> _WHAT IS EXPECTED_: Skip all lines in the entries below that come before the one containing "БОН У УЛИЦА</span>". Repeat that line and the rest exactly.

> _DATA RECORDS_:
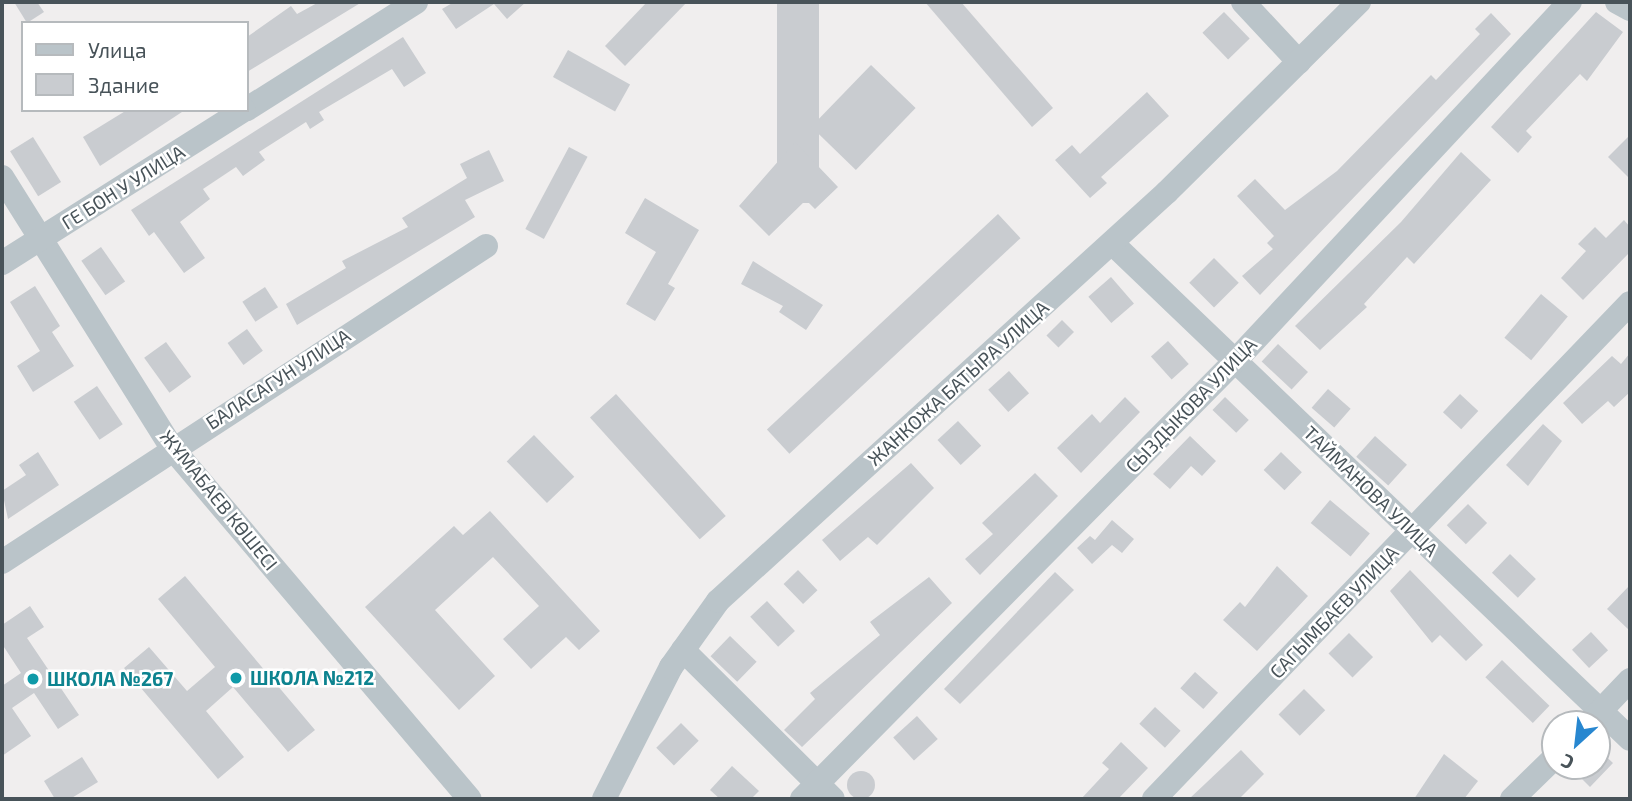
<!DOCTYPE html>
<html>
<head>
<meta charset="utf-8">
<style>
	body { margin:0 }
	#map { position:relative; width:1632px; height:801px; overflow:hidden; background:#f0eeee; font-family:"Exo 2",sans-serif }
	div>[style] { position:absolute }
	.building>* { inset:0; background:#c9ccd0; transform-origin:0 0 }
	.round { border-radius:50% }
	.minor>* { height:24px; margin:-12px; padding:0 12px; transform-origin:12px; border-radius:12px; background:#bac4c9 }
	.dots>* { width:19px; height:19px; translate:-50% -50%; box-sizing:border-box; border:4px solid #fff; border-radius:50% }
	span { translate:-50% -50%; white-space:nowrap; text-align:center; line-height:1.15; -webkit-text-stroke:5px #fff; paint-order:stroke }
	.street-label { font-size:19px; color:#485359 }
	.culture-label { font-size:19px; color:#0d838f; font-weight:700 }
	.left { translate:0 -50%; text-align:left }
	.frame { position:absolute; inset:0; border:4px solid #485359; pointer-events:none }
	.legend { position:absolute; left:21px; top:21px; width:228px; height:91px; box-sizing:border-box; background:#fff; border:2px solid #b6babd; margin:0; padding:9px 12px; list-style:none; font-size:21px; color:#485359 }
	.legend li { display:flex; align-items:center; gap:14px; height:35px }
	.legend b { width:35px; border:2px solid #b6babd }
	.north { position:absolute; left:1541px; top:710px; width:70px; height:70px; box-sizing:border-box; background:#fff; border:2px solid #b6babd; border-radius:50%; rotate:207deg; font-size:19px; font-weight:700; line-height:28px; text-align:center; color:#485359 }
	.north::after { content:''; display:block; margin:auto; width:24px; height:32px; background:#2887d0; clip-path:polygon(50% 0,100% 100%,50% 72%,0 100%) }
</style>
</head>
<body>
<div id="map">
	<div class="building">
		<div style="clip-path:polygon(14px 2px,37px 2px,44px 12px,27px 23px)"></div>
		<div style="clip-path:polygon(319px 2px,362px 2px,247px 72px,247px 37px,291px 6px,297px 14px)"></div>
		<div style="clip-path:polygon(454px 2px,526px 2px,507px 19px,494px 4px,456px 29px,442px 9px)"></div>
		<div style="clip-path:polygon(647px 2px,687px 2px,625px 66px,605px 46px)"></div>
		<div style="left:777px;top:2px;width:42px;height:201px"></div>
		<div style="clip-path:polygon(925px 2px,961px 2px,1053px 108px,1032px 127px)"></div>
		<div style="left:1224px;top:12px;width:37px;height:30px;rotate:46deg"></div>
		<div style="clip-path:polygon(1596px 12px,1623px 32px,1587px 81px,1580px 74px,1526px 131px,1532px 137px,1518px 153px,1491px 127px)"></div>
		<div style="clip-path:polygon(1491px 13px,1511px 34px,1260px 295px,1242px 276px,1273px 249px,1267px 243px,1274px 236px,1237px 196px,1255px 179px,1285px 210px,1337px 171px,1431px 75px,1436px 80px,1480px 34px,1475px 29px)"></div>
		<div style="clip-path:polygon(403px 37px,426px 73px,404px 87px,392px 69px,319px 112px,324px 120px,310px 129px,306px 122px,259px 152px,265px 160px,243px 176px,236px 167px,203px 189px,210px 199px,180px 222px,205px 258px,184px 273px,154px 232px,149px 236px,131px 210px)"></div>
		<div style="left:568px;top:50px;width:71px;height:31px;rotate:29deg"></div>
		<div style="left:871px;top:65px;width:62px;height:86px;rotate:44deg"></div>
		<div style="clip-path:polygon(1147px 92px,1169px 116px,1101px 177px,1107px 183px,1090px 198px,1055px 160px,1072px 145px,1080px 154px)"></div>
		<div style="clip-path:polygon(127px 110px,185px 110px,100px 166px,83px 137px)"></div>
		<div style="clip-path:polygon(1630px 135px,1630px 179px,1608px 157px)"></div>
		<div style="left:33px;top:137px;width:53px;height:27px;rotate:58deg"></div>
		<div style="clip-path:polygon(795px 142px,838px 187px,815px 209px,806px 200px,769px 236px,739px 206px)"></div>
		<div style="left:569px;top:147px;width:21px;height:93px;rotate:28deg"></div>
		<div style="clip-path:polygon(489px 150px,504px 181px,465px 200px,475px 217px,297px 325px,286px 304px,346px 268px,342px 261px,408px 227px,402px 218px,467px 178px,460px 164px)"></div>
		<div style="clip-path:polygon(1461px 152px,1491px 180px,1414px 264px,1407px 257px,1364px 304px,1367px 307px,1320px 350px,1295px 326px,1401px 222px)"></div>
		<div style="clip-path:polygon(645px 198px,699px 230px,668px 284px,675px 288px,655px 321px,626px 304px,656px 252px,625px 233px)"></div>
		<div style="left:998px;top:214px;width:33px;height:316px;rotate:47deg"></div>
		<div style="clip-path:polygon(1624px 220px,1630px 227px,1630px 252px,1583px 300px,1561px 278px,1586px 251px,1578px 244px,1595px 227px,1606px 238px)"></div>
		<div style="left:101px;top:247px;width:42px;height:24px;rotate:55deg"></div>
		<div style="left:1214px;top:258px;width:35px;height:35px;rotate:45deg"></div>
		<div style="clip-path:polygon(753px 261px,823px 305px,806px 330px,779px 312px,783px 306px,741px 284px)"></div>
		<div style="left:1111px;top:277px;width:35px;height:30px;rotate:49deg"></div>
		<div style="clip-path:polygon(35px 286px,60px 326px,52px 332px,74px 366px,33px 392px,17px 366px,40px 351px,10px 302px)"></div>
		<div style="left:265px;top:287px;width:24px;height:27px;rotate:57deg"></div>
		<div style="left:1541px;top:294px;width:35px;height:57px;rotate:40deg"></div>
		<div style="left:1062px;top:320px;width:17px;height:22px;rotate:45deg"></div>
		<div style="left:247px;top:329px;width:27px;height:24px;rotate:54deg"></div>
		<div style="left:1168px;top:341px;width:31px;height:23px;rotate:48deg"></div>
		<div style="left:166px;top:342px;width:43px;height:27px;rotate:54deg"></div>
		<div style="left:1278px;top:344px;width:41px;height:24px;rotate:43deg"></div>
		<div style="clip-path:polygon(1630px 353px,1630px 392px,1614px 407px,1608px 401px,1582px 424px,1563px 403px,1612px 356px,1621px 364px)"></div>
		<div style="left:1009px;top:371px;width:30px;height:28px;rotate:48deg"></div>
		<div style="left:97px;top:386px;width:46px;height:28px;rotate:56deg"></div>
		<div style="left:1328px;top:389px;width:30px;height:25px;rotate:41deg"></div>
		<div style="left:616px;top:394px;width:164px;height:35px;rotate:48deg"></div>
		<div style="left:1460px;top:394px;width:25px;height:25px;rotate:43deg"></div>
		<div style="clip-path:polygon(1125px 397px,1140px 412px,1081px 473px,1057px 448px,1092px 414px,1100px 423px)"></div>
		<div style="left:1225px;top:397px;width:33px;height:18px;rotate:44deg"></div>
		<div style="left:958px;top:421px;width:34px;height:28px;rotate:47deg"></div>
		<div style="clip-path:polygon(1543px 424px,1562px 441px,1528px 486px,1506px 465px)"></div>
		<div style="left:534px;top:435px;width:58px;height:38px;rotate:46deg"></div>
		<div style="clip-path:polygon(1190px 436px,1216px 461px,1202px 476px,1191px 466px,1170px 489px,1153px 474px)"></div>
		<div style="left:1375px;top:436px;width:43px;height:28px;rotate:42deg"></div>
		<div style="clip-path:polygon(38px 452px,59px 485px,8px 519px,2px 491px,26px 475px,19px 465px)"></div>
		<div style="left:1281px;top:452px;width:29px;height:25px;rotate:44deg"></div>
		<div style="clip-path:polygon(911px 463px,934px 488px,877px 545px,868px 537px,840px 561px,822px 540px)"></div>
		<div style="clip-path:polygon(1035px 473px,1058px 496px,980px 575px,965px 559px,993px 534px,982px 523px)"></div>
		<div style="left:1330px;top:500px;width:52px;height:30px;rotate:40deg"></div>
		<div style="left:1468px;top:504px;width:27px;height:30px;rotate:45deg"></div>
		<div style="clip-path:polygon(490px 511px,600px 631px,579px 650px,566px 637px,531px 669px,503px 639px,539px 606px,493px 557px,435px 610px,495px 676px,459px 710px,365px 607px,454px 526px,463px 535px)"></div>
		<div style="clip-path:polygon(1112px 520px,1134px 539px,1122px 553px,1112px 545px,1092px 564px,1077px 548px,1090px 536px,1095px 540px)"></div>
		<div style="left:1510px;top:554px;width:36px;height:26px;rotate:44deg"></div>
		<div style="clip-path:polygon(1277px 566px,1308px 596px,1257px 651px,1223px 620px,1240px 602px,1245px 607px)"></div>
		<div style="left:798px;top:570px;width:28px;height:20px;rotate:46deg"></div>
		<div style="clip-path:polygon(1410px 570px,1483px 645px,1466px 661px,1440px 635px,1432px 643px,1390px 591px)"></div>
		<div style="clip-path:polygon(1055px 572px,1074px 590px,960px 704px,944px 689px)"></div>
		<div style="clip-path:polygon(185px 576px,315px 730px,288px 752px,233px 687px,206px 711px,244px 757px,218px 779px,124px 668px,149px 647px,187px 691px,215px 667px,158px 599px)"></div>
		<div style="clip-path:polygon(929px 577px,952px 603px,802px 747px,784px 730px,815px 699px,810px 693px,880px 635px,870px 622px)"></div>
		<div style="clip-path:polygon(1630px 585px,1630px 631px,1607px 609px)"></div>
		<div style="left:767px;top:601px;width:41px;height:23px;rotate:47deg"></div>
		<div style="clip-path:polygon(30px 606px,44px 627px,27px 638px,79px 715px,58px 729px,34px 693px,12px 708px,31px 736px,2px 756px,2px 686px,21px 673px,2px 644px,2px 625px)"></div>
		<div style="left:1591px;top:632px;width:25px;height:26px;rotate:47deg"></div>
		<div style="left:1349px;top:633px;width:34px;height:29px;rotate:45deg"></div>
		<div style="left:730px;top:636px;width:37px;height:28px;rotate:44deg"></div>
		<div style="left:1502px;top:660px;width:66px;height:24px;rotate:44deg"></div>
		<div style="left:1195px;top:672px;width:31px;height:22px;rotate:42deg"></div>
		<div style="left:1304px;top:689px;width:30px;height:36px;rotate:45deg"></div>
		<div style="left:1155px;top:707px;width:35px;height:23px;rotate:43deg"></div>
		<div style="left:917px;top:716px;width:31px;height:32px;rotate:48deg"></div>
		<div style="left:681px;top:723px;width:25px;height:35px;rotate:45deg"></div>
		<div style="clip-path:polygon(1121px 742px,1148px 768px,1118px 799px,1081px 799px,1109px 769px,1102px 763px)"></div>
		<div style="clip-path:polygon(1597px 748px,1613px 763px,1590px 787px,1569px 766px,1597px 766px)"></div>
		<div style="clip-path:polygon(1241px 750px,1264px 774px,1239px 799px,1189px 799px)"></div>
		<div style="clip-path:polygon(1444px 754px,1478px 781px,1464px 799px,1414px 799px)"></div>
		<div style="clip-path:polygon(82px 757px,98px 782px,70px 799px,55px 799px,44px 781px)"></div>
		<div style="clip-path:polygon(732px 766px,759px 791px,751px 799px,720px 799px,710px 790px)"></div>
		<div class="round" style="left:847px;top:771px;width:28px;height:28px"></div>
	</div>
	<div class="minor">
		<div style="left:1243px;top:2px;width:82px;rotate:47deg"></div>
		<div style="left:1617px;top:2px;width:15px;rotate:28deg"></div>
		<div style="left:247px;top:109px;width:200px;rotate:-32.3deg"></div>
		<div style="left:2px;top:177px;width:320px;rotate:57.9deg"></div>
		<div style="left:172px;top:448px;width:460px;rotate:49.7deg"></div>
		<div style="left:1112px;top:243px;width:717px;rotate:43.76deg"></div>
		<div style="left:2px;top:263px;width:286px;rotate:-32.3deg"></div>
		<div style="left:2px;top:562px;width:578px;rotate:-33.14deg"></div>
		<div style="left:683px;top:650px;width:211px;rotate:44.8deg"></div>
		<div style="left:1588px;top:724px;width:61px;rotate:-46.3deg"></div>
		<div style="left:604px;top:799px;width:148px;rotate:-63.1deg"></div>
		<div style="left:671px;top:667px;width:81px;rotate:-54.5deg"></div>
		<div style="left:718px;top:601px;width:607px;rotate:-42.33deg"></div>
		<div style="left:1167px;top:192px;width:270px;rotate:-44.7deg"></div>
		<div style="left:802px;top:799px;width:616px;rotate:-45.33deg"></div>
		<div style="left:1235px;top:361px;width:491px;rotate:-47deg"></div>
		<div style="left:1154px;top:799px;width:687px;rotate:-46.18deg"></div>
		<div style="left:1512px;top:799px;width:60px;rotate:-44.3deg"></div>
	</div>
	<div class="dots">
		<div style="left:236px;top:678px;background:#0f9aa8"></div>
		<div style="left:33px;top:679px;background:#0f9aa8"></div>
	</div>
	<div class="street-label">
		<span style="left:123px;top:187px;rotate:-32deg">ГЕ БОН У УЛИЦА</span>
		<span style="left:278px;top:379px;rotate:-33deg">БАЛАСАГУН УЛИЦА</span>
		<span style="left:958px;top:383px;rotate:-42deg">ЖАНКОЖА БАТЫРА УЛИЦА</span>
		<span style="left:1191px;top:405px;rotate:-46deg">СЫЗДЫКОВА УЛИЦА</span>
		<span style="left:1371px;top:491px;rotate:44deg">ТАЙМАНОВА УЛИЦА</span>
		<span style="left:219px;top:500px;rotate:51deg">ЖҰМАБАЕВ КӨШЕСІ</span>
		<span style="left:1334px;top:612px;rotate:-46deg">САГЫМБАЕВ УЛИЦА</span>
	</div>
	<div class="culture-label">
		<span class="left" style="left:250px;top:678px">ШКОЛА №212</span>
		<span class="left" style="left:47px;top:679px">ШКОЛА №267</span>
	</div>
	<div class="frame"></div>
	<ul class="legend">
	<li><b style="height:9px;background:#bac4c9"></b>Улица</li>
	<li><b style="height:19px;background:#c9ccd0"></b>Здание</li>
	</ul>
	<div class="north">С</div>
</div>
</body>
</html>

> _FINISHED TASK_:
		<span style="left:123px;top:187px;rotate:-32deg">ГЕ БОН У УЛИЦА</span>
		<span style="left:278px;top:379px;rotate:-33deg">БАЛАСАГУН УЛИЦА</span>
		<span style="left:958px;top:383px;rotate:-42deg">ЖАНКОЖА БАТЫРА УЛИЦА</span>
		<span style="left:1191px;top:405px;rotate:-46deg">СЫЗДЫКОВА УЛИЦА</span>
		<span style="left:1371px;top:491px;rotate:44deg">ТАЙМАНОВА УЛИЦА</span>
		<span style="left:219px;top:500px;rotate:51deg">ЖҰМАБАЕВ КӨШЕСІ</span>
		<span style="left:1334px;top:612px;rotate:-46deg">САГЫМБАЕВ УЛИЦА</span>
	</div>
	<div class="culture-label">
		<span class="left" style="left:250px;top:678px">ШКОЛА №212</span>
		<span class="left" style="left:47px;top:679px">ШКОЛА №267</span>
	</div>
	<div class="frame"></div>
	<ul class="legend">
	<li><b style="height:9px;background:#bac4c9"></b>Улица</li>
	<li><b style="height:19px;background:#c9ccd0"></b>Здание</li>
	</ul>
	<div class="north">С</div>
</div>
</body>
</html>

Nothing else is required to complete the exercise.